Later in the same column, Walters coins the phrase ‘Californicating’ before describing the Slits recording what would become one of the most acclaimed Peel sessions of all time: “Their ‘standards’ are so unconcerned with ‘good musicianship’ that a visitor to a live gig would come away unimpressed. I’m not over-whelmed by token gal groups - but these gals were great.”

Most of Walters’ columns would include a ‘little known fact about John Peel’ - like this one from April ‘78: “Like the British Navy, Peel’s public school traditions were rum, sodomy and the lash - with the absolute minimum of rum. The fag (lowly slave from the lower years) system and bullying were rampant. Peel suffered a great deal as an underling but when he became a senior boy and had a child servant of his own he lost no time in perpetuating the system.
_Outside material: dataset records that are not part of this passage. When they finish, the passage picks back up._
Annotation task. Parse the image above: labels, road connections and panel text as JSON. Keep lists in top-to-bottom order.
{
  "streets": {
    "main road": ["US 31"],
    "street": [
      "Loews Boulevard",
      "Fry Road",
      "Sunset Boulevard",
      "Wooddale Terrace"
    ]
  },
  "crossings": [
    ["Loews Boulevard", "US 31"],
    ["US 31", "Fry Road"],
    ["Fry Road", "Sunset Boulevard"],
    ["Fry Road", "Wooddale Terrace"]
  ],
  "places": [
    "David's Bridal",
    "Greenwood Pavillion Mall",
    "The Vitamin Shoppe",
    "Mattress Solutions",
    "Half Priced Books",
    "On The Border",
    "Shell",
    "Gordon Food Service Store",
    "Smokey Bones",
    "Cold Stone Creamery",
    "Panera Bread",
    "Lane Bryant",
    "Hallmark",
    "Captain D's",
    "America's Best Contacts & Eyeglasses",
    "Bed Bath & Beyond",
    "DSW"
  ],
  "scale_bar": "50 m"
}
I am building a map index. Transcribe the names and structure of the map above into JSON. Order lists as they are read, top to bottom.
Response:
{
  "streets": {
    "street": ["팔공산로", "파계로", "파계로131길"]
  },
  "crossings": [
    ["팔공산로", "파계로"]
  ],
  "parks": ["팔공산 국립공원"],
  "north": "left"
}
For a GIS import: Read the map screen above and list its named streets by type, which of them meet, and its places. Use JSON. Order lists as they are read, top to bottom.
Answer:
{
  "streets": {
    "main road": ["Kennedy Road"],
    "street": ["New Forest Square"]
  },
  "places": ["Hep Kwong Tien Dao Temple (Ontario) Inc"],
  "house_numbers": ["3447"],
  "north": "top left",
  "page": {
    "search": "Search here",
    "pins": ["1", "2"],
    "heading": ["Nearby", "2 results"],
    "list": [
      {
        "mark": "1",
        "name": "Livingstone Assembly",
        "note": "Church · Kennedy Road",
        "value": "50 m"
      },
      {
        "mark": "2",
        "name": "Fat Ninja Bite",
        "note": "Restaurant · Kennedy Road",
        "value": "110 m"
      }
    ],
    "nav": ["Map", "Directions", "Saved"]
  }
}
Each morning he used to summon his fag and send him off to sit on the lavatory. When the spirit moved him, Peel - that guru of the flower power summer - would stroll along, remove the child and lower his buttocks onto a seat nicely brought up to bum heat.”

He liked to expound on the punk rock which Peel was propagating as a kind of lone crusade - as in the June ‘78 column, which carries a photo of our bearded hero playing darts with Billy Idol. At the same time he would often pay tribute to his studio partner-in-crime: “You kids have been very lucky to have lived through one of those great bursts of energy which keep the music business alive. If you think it’s never happened before or would like a taste of what it was like when it did, have a look at ‘American Hot Wax’ if it comes your way. It’s not a great film of the stature of the original ‘King Kong’ or ‘Laurel & Hardy’ - it’s a bit like a cheapo ‘American Graffiti’ with no message and a lot of rock’n’roll. It’s supposedly a slice of the life of DJ Alan Freed who is credited with coining the phrase “rock ‘n’ roll”. You do get, however, decent rock recreations (for a change), a good feel for the frenzy and the energy of a period when popular music was making what was probably its most important change, and some believable dialogue with the minimum of “you can stop me, Mr Mator, but you’ll never stop rock ‘n’ roll!” The basic picture is one of a bloke in the media who wants the kids to get it and his battle against an establishment who wants THINGS STOPPED! “I was reminded here of the Alan Freed of our time, old Fatty Peel (as fellow producer Tony Wilson and I call him). You see, although I’m always revealing scandalous facts about Peel to you, I must admit that he does put in a stack of listening on your behalf (and mine -between you and me), has excellent instinctive taste - and without him where would you be? A phrase from the Freed film could well adorn the Peel family crest. A rock record is blasting away on the air and the engineer asks over the intercom why Freed doesn’t turn the record down when he’s not on the air (a common DJ practice so that they can phone friends, read the paper, etc while the music’s on) - and Freed replies, ‘They can tell when you’re not listening’. “

Maybe it’s worth printing a snippet of Walters’ wonderful insights in every issue of trakMARX in eternal memory to these two dudes’ services to punk and music in general. I’ll ask Jean (that sounds like a rather excellent idea, Mr Needs – Futures Ed).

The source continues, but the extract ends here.